1Department of Geophysics, Universidad de Chile, Santiago, Chile
2Center for Advanced Studies in Arid Zones (CEAZA), Facultad de Ciencias del Mar, Universidad Católica del Norte y Universidad de la Serena, Chile
3Department of Geophysics, Universidad de Concepción, Concepción, Chile
4Advance Mining Technology Center, Facultad de Ciencias Físicas y Matemáticas, Universidad de Chile, Santiago, Chile
Abstract. The VAMOS Ocean-Cloud-Atmosphere-Land Study Regional Experiment (VOCALS-REx) was a major field experiment conducted in spring of 2008 off southern Peru and northern Chile, aimed at better understanding the coupled climate systems of the southeast Pacific. Because of logistical constrains, the coastal area around 30° S was not sampled during VOCALS-REx. This area not only marks the poleward edge of the subtropical stratocumulus cloud regime (thus acting as a source of transient disturbances) but is also one of the most active upwelling centers and source of surface ocean kinetic energy along the Chilean coast. To fill such an observational gap, a small, brief, but highly focused field experiment was conducted in late spring 2009 in the near-shore region around 30° S. The Chilean Upwelling Experiment (CUpEx) was endorsed by VOCALS as a regional component.
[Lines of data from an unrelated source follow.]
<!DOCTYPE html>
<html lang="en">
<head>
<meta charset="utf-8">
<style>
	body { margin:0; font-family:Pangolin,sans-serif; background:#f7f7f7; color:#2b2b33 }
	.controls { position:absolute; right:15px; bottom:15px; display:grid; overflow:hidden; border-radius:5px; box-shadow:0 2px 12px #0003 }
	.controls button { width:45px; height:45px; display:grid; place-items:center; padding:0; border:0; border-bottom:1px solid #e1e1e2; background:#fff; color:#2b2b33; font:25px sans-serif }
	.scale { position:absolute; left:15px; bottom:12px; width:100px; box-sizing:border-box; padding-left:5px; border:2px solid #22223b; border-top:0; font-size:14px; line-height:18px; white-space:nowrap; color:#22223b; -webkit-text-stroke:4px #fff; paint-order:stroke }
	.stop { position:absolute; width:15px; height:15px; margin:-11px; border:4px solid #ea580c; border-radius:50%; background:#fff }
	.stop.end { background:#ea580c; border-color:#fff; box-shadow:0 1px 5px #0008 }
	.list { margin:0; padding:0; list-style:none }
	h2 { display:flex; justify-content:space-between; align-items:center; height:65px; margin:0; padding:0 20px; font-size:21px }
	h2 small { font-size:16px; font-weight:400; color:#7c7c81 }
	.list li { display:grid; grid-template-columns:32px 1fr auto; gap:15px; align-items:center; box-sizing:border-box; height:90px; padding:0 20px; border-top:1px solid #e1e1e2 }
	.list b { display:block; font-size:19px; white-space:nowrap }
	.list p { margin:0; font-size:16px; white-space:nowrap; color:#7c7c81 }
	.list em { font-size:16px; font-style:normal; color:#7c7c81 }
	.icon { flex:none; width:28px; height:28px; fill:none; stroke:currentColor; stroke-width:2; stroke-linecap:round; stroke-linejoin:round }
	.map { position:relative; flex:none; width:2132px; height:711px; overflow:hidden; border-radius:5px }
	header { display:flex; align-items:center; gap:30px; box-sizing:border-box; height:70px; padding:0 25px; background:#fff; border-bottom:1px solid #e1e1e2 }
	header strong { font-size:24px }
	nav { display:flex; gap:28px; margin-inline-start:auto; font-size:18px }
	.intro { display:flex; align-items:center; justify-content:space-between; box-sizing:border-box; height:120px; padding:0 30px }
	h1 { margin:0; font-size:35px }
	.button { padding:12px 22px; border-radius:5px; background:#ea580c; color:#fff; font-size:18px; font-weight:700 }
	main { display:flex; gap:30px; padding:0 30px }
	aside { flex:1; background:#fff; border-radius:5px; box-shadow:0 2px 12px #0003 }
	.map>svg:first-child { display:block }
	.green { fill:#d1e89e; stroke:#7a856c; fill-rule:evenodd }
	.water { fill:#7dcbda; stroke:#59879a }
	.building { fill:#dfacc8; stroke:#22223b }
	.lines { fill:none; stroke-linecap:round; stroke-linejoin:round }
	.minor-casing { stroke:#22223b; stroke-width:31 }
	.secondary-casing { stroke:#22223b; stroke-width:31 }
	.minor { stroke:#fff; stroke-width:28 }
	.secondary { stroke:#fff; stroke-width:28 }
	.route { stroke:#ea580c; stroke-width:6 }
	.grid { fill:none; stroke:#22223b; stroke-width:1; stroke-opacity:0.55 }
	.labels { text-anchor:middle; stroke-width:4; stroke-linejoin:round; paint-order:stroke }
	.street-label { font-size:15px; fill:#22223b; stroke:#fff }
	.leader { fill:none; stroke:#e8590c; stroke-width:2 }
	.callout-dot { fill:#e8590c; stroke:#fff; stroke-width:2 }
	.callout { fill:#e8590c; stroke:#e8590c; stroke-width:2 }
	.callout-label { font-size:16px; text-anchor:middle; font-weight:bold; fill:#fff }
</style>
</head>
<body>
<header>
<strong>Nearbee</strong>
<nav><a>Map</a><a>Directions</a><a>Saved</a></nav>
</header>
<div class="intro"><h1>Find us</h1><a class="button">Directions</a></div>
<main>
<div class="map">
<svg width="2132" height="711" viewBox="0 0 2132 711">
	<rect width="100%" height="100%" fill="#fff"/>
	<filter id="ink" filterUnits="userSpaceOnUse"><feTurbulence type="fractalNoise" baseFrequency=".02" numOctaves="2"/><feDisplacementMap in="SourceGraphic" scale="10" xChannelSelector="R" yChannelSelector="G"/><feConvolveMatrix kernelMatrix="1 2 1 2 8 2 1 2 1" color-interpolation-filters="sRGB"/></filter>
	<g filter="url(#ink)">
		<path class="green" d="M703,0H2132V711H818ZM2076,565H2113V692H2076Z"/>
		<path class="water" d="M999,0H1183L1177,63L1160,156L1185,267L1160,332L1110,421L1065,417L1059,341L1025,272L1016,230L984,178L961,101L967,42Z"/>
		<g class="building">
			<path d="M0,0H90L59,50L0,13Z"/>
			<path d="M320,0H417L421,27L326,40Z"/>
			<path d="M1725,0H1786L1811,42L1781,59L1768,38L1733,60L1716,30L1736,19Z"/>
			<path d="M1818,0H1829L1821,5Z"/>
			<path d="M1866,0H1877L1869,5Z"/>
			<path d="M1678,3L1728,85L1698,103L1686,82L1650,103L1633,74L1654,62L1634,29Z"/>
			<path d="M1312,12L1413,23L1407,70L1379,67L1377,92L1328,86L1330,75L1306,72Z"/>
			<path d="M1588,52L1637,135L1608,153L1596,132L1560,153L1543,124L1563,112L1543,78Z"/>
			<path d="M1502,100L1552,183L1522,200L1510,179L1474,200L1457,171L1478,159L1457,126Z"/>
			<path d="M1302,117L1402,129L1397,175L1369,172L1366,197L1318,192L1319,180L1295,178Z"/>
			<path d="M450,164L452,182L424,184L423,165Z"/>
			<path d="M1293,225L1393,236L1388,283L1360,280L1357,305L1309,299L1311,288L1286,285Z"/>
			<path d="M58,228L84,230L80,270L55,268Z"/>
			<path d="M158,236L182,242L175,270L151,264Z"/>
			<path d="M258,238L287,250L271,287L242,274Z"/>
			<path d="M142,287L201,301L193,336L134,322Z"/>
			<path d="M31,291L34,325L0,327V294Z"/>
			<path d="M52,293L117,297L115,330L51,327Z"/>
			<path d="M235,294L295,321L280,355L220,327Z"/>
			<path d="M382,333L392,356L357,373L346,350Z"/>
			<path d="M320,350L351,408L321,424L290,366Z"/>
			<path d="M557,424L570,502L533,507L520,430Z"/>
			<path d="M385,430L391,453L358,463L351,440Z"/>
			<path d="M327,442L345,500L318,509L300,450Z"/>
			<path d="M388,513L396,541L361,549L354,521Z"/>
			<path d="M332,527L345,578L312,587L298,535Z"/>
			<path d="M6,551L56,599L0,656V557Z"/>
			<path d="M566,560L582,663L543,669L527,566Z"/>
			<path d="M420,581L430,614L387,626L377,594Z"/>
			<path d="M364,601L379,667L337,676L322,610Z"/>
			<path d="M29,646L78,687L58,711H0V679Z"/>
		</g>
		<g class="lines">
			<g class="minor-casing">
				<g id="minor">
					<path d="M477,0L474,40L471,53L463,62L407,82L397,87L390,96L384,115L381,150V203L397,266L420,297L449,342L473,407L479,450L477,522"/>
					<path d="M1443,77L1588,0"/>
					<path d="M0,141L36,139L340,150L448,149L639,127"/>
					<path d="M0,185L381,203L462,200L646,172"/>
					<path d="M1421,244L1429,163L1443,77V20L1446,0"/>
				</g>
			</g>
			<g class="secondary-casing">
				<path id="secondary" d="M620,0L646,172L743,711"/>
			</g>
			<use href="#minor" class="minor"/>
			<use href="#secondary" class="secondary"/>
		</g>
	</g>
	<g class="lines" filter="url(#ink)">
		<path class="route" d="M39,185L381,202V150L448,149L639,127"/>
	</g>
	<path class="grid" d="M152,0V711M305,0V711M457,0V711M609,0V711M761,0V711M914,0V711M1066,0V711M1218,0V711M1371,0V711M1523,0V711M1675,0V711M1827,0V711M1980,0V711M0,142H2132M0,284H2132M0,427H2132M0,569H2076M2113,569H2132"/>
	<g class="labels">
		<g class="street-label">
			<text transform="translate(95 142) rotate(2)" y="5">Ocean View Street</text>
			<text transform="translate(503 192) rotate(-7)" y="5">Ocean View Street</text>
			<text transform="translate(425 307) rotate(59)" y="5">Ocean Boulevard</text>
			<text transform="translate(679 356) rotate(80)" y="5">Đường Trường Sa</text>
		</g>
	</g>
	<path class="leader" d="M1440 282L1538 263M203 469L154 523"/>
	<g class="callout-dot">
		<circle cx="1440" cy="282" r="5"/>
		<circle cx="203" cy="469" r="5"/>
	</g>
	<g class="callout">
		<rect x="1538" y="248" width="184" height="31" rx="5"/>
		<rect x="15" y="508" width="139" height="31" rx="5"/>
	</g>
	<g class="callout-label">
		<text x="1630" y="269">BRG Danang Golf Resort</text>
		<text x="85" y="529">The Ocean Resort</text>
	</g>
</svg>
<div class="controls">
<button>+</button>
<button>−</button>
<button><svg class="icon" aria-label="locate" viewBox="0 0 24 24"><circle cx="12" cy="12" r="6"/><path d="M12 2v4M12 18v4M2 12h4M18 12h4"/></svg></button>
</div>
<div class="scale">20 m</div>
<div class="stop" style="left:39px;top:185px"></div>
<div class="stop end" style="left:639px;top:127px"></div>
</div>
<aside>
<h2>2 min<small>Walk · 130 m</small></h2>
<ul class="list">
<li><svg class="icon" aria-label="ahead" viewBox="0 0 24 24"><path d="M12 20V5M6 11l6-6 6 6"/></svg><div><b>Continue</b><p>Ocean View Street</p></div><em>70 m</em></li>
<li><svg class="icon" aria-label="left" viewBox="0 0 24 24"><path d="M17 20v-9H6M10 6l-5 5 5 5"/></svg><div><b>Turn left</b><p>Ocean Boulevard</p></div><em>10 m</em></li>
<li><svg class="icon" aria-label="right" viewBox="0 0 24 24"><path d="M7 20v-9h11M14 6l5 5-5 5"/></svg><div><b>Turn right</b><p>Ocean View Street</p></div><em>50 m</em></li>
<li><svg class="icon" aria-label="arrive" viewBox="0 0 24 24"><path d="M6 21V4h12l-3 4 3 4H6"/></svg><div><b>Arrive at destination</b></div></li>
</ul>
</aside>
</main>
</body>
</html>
CUpEx included long-term monitoring, an intensive two-week field campaign and off-shore research flights. Our goal was to obtain an atmospheric/oceanic dataset with enough temporal and spatial coverage to be able to document (a) the mean diurnal cycles of the lower-troposphere and upper-ocean in a region of complex topography and coastline geometry, and (b) the ocean-atmosphere response to the rapid changes in coastal winds from strong, upwelling-favorable southerly winds to relaxed southerlies or even downwelling-favorable northerlies. In this paper we describe the measurement platforms and sampling strategy, and provide an observational overview, highlighting some key mean and transient features.